TASK PROMPT >> Instruction for the entries that follow: retype exactly the lines from the line with "function trace(path, color, width, dash)" to the line with "M1235,187L1278,188L1277,268H1246V253H1233Z", both included, and omit all others.
+ + +
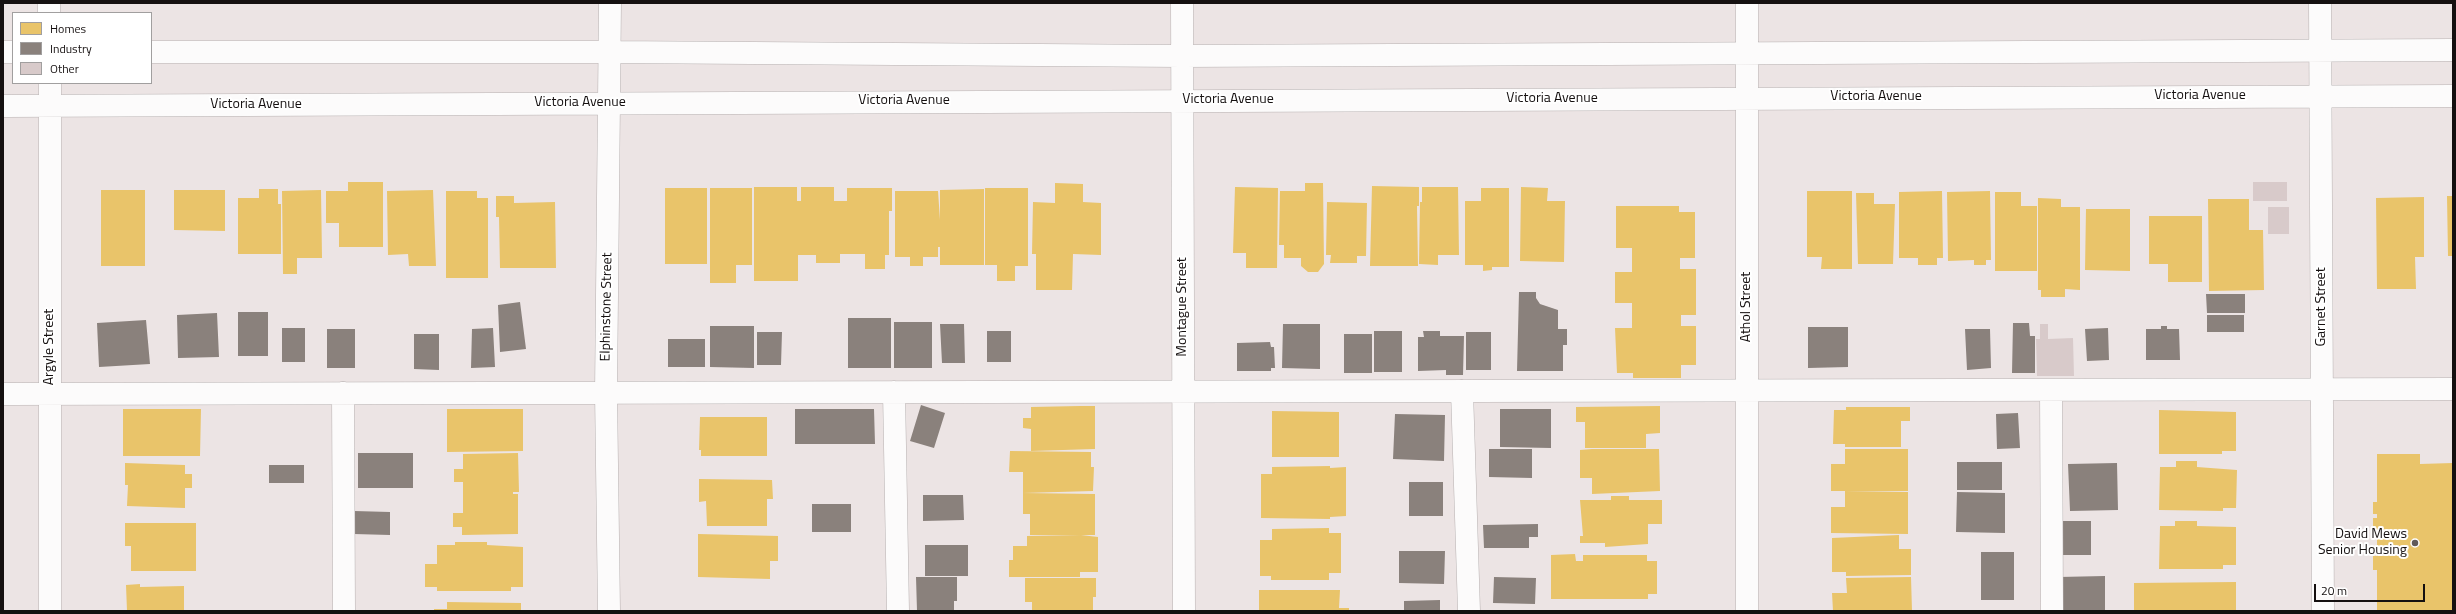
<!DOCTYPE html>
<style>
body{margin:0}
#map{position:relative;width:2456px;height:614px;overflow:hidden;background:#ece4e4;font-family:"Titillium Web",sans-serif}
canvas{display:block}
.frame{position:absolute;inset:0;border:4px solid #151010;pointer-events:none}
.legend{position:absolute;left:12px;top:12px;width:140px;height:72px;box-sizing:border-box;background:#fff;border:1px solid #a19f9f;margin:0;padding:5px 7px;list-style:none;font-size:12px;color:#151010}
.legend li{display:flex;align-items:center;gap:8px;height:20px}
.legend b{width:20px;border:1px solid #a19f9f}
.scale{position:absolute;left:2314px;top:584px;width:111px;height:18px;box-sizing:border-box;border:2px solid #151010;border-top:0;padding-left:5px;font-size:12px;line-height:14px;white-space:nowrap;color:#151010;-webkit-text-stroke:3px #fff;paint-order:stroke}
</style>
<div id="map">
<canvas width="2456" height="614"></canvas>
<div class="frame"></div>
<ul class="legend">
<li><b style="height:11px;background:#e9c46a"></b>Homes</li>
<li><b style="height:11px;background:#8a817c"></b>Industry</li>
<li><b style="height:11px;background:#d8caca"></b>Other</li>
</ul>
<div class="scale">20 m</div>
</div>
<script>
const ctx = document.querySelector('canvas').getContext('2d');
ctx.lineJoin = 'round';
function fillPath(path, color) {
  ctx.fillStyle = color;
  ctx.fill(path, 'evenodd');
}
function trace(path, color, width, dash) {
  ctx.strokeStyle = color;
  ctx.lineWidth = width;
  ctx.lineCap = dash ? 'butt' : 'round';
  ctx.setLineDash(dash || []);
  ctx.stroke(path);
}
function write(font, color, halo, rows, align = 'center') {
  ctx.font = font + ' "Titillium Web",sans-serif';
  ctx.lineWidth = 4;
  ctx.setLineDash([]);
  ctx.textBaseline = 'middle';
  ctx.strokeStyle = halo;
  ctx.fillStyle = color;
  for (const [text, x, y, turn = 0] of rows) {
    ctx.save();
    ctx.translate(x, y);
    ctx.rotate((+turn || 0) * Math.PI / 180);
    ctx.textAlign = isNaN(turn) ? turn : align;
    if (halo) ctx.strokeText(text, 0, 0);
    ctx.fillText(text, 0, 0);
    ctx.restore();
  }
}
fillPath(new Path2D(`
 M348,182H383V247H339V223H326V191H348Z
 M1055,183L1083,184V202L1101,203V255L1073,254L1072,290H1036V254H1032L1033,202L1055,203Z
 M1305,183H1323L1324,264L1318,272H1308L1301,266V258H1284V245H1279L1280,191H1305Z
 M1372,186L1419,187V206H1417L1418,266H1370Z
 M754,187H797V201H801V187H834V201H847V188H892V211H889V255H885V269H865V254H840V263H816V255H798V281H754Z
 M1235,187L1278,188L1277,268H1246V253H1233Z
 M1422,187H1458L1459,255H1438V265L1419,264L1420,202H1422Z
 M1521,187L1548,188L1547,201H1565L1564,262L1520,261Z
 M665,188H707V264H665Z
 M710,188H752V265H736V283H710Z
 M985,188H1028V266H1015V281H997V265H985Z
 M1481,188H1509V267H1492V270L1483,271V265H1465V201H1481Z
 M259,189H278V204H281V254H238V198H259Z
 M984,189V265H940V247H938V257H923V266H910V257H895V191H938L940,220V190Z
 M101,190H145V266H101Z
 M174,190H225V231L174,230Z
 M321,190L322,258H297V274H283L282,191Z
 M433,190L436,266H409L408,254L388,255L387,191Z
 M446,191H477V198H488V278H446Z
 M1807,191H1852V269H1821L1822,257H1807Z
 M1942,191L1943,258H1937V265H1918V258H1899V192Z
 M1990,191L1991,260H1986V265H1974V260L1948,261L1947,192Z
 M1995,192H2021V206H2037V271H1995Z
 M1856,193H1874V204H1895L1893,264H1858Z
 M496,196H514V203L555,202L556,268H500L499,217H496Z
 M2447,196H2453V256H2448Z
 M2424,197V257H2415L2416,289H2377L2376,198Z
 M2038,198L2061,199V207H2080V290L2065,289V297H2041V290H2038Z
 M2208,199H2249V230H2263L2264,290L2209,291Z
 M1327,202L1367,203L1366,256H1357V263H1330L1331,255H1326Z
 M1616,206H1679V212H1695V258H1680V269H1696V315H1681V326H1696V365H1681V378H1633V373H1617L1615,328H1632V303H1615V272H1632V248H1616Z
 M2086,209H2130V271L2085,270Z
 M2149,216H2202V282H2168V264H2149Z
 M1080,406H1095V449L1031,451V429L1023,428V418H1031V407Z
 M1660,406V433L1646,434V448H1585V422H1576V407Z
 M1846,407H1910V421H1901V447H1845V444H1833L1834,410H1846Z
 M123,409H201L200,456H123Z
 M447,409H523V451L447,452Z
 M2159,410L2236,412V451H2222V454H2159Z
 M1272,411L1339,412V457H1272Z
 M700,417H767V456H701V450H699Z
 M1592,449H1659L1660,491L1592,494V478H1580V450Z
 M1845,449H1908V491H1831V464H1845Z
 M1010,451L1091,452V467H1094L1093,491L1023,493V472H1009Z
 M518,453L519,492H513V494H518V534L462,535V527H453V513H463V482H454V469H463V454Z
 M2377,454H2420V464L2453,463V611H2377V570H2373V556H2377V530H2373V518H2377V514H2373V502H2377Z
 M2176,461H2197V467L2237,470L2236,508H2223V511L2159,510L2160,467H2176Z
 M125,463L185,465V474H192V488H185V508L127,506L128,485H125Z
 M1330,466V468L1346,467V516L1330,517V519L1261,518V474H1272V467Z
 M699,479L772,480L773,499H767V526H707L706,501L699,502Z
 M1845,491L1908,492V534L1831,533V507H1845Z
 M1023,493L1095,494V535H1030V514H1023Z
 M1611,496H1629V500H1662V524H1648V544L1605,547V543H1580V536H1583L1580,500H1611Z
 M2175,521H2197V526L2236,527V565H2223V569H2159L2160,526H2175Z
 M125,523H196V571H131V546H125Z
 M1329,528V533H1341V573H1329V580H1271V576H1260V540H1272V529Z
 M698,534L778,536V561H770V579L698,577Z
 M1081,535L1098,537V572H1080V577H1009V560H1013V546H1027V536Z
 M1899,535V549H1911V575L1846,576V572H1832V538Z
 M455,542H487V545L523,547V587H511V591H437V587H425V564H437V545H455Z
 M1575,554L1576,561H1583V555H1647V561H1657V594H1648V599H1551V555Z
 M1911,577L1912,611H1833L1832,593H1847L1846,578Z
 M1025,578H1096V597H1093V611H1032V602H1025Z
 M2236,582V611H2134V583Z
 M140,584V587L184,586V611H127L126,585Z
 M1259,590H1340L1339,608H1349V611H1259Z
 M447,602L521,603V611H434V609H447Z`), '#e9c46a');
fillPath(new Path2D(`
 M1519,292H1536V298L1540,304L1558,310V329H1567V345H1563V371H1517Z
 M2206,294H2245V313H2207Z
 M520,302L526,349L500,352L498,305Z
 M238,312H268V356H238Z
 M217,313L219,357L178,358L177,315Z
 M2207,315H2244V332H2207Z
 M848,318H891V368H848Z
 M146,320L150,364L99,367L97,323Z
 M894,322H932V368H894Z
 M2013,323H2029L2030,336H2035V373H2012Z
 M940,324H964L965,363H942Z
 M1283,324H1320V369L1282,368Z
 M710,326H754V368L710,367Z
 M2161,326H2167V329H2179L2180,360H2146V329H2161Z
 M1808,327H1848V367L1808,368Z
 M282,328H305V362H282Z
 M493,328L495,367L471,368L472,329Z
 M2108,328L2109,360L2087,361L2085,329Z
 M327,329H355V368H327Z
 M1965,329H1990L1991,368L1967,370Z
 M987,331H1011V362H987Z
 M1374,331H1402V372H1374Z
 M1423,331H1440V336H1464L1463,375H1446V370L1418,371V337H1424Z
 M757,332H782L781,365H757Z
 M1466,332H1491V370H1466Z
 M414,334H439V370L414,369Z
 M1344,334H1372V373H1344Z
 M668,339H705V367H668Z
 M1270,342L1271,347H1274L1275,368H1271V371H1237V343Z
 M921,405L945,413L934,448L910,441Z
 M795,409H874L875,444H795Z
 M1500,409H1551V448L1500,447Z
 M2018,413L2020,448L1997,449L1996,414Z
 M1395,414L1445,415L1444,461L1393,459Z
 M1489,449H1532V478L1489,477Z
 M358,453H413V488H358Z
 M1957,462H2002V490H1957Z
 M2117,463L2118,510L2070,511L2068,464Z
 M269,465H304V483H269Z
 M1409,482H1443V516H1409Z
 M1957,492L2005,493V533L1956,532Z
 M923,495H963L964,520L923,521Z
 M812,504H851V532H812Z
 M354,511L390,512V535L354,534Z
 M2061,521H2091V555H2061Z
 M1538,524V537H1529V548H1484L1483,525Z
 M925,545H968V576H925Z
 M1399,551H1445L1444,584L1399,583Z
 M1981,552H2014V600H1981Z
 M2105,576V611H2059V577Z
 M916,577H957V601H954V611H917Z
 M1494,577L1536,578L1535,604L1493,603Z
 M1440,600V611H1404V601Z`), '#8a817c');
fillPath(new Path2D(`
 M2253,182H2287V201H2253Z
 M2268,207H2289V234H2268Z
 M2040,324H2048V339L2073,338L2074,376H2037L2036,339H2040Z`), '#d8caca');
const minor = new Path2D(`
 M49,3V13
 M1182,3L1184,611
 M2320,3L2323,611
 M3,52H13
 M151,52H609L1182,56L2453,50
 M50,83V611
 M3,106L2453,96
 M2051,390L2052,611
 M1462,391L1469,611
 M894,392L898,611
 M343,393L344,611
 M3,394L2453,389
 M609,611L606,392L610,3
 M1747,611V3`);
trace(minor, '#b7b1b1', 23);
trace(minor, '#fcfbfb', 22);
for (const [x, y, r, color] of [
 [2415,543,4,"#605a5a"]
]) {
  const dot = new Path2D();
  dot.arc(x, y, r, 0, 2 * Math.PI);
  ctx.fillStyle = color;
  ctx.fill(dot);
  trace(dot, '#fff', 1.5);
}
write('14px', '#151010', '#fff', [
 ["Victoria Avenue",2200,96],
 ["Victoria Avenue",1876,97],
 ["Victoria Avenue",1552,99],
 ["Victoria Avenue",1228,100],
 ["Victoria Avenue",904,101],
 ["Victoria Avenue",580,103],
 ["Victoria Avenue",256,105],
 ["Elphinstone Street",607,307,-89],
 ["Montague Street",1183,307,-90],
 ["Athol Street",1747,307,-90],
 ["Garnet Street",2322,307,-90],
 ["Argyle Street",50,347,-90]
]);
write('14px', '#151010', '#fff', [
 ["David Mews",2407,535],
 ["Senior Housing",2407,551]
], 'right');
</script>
+ + +
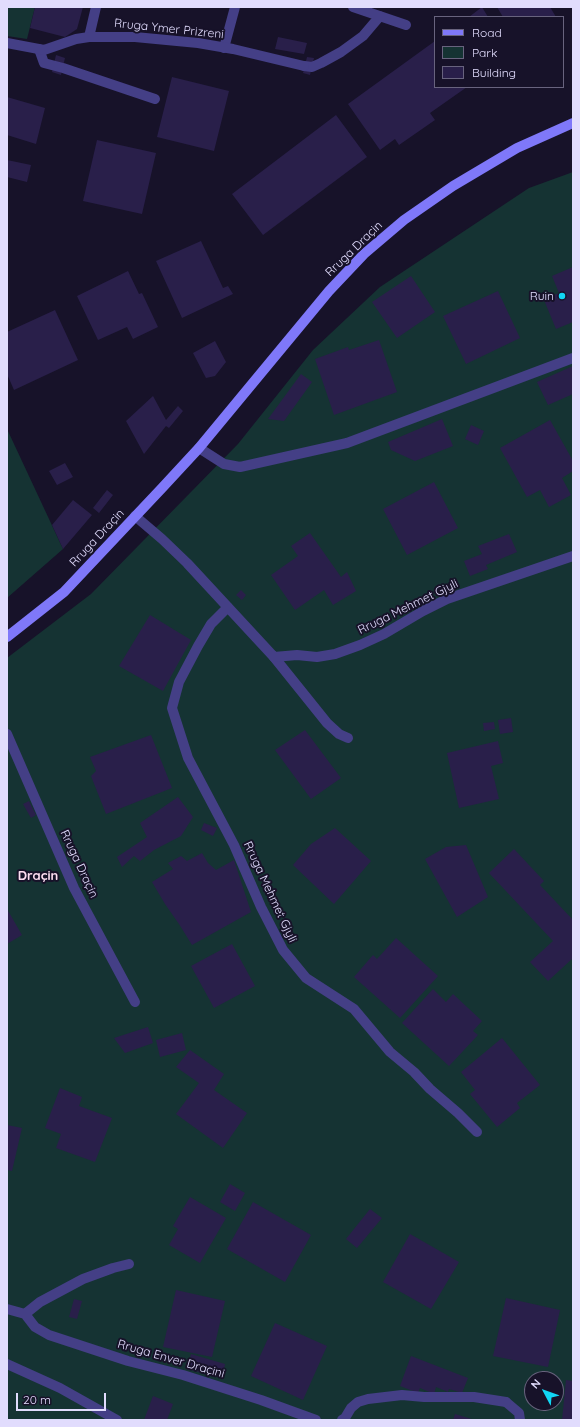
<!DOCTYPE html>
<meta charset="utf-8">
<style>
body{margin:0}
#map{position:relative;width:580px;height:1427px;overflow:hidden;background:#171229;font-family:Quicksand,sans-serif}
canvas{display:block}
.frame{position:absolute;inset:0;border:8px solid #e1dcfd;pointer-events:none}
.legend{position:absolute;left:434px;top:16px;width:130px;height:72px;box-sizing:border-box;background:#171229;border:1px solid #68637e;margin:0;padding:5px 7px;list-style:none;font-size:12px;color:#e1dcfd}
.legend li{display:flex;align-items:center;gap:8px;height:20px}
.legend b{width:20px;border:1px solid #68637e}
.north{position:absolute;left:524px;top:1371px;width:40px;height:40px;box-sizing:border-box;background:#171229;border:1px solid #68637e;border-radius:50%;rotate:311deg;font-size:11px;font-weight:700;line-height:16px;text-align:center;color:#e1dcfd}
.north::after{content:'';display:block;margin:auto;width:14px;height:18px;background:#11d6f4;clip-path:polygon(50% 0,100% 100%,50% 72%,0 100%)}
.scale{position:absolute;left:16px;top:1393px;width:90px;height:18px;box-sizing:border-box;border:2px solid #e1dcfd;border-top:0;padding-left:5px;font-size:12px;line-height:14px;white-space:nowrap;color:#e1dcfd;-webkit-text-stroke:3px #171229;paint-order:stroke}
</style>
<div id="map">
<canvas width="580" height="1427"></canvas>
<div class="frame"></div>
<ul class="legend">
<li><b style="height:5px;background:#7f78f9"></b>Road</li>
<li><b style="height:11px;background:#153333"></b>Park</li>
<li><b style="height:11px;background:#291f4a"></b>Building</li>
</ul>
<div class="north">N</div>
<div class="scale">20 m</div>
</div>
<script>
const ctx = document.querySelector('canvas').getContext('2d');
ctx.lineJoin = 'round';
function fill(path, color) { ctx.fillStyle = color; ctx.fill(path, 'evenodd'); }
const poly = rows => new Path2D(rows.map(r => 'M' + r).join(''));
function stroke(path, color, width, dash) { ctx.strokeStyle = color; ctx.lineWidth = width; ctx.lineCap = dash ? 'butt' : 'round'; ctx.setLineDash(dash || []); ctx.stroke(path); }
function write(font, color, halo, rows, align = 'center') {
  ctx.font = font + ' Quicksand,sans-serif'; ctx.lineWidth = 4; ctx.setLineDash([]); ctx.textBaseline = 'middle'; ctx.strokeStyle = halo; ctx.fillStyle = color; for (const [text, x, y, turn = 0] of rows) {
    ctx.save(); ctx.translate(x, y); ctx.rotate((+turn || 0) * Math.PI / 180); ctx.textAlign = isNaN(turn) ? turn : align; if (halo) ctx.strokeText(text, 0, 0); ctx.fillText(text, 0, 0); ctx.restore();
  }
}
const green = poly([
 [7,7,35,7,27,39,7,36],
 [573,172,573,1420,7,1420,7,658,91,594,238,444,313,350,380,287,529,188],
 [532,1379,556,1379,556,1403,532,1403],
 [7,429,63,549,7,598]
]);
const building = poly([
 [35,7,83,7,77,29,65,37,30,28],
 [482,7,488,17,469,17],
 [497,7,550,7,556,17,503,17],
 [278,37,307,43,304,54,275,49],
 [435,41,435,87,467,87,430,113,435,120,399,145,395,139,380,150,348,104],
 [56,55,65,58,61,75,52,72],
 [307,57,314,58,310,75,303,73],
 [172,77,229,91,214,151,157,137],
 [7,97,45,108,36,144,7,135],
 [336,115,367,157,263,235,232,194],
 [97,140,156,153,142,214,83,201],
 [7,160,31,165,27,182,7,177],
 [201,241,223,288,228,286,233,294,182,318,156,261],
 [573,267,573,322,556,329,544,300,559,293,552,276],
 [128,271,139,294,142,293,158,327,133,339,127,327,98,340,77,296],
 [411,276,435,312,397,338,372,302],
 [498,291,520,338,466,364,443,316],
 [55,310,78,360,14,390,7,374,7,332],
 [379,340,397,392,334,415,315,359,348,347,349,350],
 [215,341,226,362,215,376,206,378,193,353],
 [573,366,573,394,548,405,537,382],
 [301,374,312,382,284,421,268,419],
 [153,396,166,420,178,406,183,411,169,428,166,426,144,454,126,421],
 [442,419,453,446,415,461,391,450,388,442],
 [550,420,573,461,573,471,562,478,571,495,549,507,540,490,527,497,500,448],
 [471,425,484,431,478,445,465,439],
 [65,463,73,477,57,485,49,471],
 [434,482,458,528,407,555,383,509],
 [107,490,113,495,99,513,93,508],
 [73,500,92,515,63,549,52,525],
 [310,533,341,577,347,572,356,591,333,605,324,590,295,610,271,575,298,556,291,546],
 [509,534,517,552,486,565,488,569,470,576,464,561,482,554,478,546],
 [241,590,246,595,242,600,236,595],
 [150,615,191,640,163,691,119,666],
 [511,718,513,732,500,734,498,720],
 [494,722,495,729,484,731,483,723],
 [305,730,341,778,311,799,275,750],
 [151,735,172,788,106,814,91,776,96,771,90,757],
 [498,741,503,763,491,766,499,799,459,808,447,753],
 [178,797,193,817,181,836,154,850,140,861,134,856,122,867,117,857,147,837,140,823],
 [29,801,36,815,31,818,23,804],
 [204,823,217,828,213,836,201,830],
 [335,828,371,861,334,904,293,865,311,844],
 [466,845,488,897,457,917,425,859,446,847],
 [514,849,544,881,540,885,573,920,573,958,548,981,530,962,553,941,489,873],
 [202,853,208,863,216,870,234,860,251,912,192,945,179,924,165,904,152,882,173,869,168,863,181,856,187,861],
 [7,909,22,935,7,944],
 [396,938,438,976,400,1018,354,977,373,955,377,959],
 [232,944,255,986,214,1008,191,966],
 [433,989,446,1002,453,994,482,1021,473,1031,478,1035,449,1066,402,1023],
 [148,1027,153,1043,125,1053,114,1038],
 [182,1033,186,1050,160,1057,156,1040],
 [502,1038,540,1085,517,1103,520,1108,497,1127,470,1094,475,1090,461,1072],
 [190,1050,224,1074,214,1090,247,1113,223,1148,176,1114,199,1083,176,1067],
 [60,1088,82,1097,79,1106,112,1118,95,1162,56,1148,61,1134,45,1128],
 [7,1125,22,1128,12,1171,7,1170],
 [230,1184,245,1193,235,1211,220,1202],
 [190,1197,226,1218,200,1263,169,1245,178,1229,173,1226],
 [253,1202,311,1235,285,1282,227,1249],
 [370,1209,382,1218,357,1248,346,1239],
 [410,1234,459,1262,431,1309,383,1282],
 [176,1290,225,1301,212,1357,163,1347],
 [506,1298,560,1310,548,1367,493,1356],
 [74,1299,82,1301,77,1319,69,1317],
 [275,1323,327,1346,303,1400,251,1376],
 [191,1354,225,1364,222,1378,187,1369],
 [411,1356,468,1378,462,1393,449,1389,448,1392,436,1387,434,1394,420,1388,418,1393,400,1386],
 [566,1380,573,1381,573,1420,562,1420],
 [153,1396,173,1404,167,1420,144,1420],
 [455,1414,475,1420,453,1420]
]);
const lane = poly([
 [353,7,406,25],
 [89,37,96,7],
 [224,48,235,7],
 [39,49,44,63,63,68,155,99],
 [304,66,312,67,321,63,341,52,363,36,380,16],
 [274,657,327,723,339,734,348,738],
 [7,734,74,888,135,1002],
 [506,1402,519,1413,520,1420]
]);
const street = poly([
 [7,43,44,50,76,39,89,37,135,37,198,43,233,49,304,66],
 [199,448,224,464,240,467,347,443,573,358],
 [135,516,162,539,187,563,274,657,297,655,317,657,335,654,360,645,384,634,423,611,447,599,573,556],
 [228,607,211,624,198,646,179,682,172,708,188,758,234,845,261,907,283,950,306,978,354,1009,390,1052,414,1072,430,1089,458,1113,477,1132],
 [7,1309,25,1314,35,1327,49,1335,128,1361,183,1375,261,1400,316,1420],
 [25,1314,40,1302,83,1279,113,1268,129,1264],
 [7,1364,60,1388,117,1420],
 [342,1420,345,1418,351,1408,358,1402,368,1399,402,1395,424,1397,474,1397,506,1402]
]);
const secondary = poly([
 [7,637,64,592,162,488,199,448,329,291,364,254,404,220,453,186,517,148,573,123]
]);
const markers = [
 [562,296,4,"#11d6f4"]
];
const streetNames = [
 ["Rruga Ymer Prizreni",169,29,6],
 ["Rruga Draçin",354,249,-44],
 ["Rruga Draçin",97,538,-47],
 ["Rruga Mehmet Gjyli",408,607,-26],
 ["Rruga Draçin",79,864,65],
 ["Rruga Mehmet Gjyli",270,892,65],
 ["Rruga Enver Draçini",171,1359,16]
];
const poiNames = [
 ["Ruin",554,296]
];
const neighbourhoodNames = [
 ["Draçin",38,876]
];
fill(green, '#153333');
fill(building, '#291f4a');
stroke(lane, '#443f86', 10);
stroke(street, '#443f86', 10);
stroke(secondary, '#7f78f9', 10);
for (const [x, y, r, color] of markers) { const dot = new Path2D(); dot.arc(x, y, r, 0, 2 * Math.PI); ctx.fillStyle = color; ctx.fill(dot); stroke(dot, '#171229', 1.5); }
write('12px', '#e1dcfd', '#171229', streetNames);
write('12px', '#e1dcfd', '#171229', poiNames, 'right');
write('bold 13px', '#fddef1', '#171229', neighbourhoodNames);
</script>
+ + +
EXERCISE ANSWER >>
function trace(path, color, width, dash) {
  ctx.strokeStyle = color;
  ctx.lineWidth = width;
  ctx.lineCap = dash ? 'butt' : 'round';
  ctx.setLineDash(dash || []);
  ctx.stroke(path);
}
function write(font, color, halo, rows, align = 'center') {
  ctx.font = font + ' "Titillium Web",sans-serif';
  ctx.lineWidth = 4;
  ctx.setLineDash([]);
  ctx.textBaseline = 'middle';
  ctx.strokeStyle = halo;
  ctx.fillStyle = color;
  for (const [text, x, y, turn = 0] of rows) {
    ctx.save();
    ctx.translate(x, y);
    ctx.rotate((+turn || 0) * Math.PI / 180);
    ctx.textAlign = isNaN(turn) ? turn : align;
    if (halo) ctx.strokeText(text, 0, 0);
    ctx.fillText(text, 0, 0);
    ctx.restore();
  }
}
fillPath(new Path2D(`
 M348,182H383V247H339V223H326V191H348Z
 M1055,183L1083,184V202L1101,203V255L1073,254L1072,290H1036V254H1032L1033,202L1055,203Z
 M1305,183H1323L1324,264L1318,272H1308L1301,266V258H1284V245H1279L1280,191H1305Z
 M1372,186L1419,187V206H1417L1418,266H1370Z
 M754,187H797V201H801V187H834V201H847V188H892V211H889V255H885V269H865V254H840V263H816V255H798V281H754Z
 M1235,187L1278,188L1277,268H1246V253H1233Z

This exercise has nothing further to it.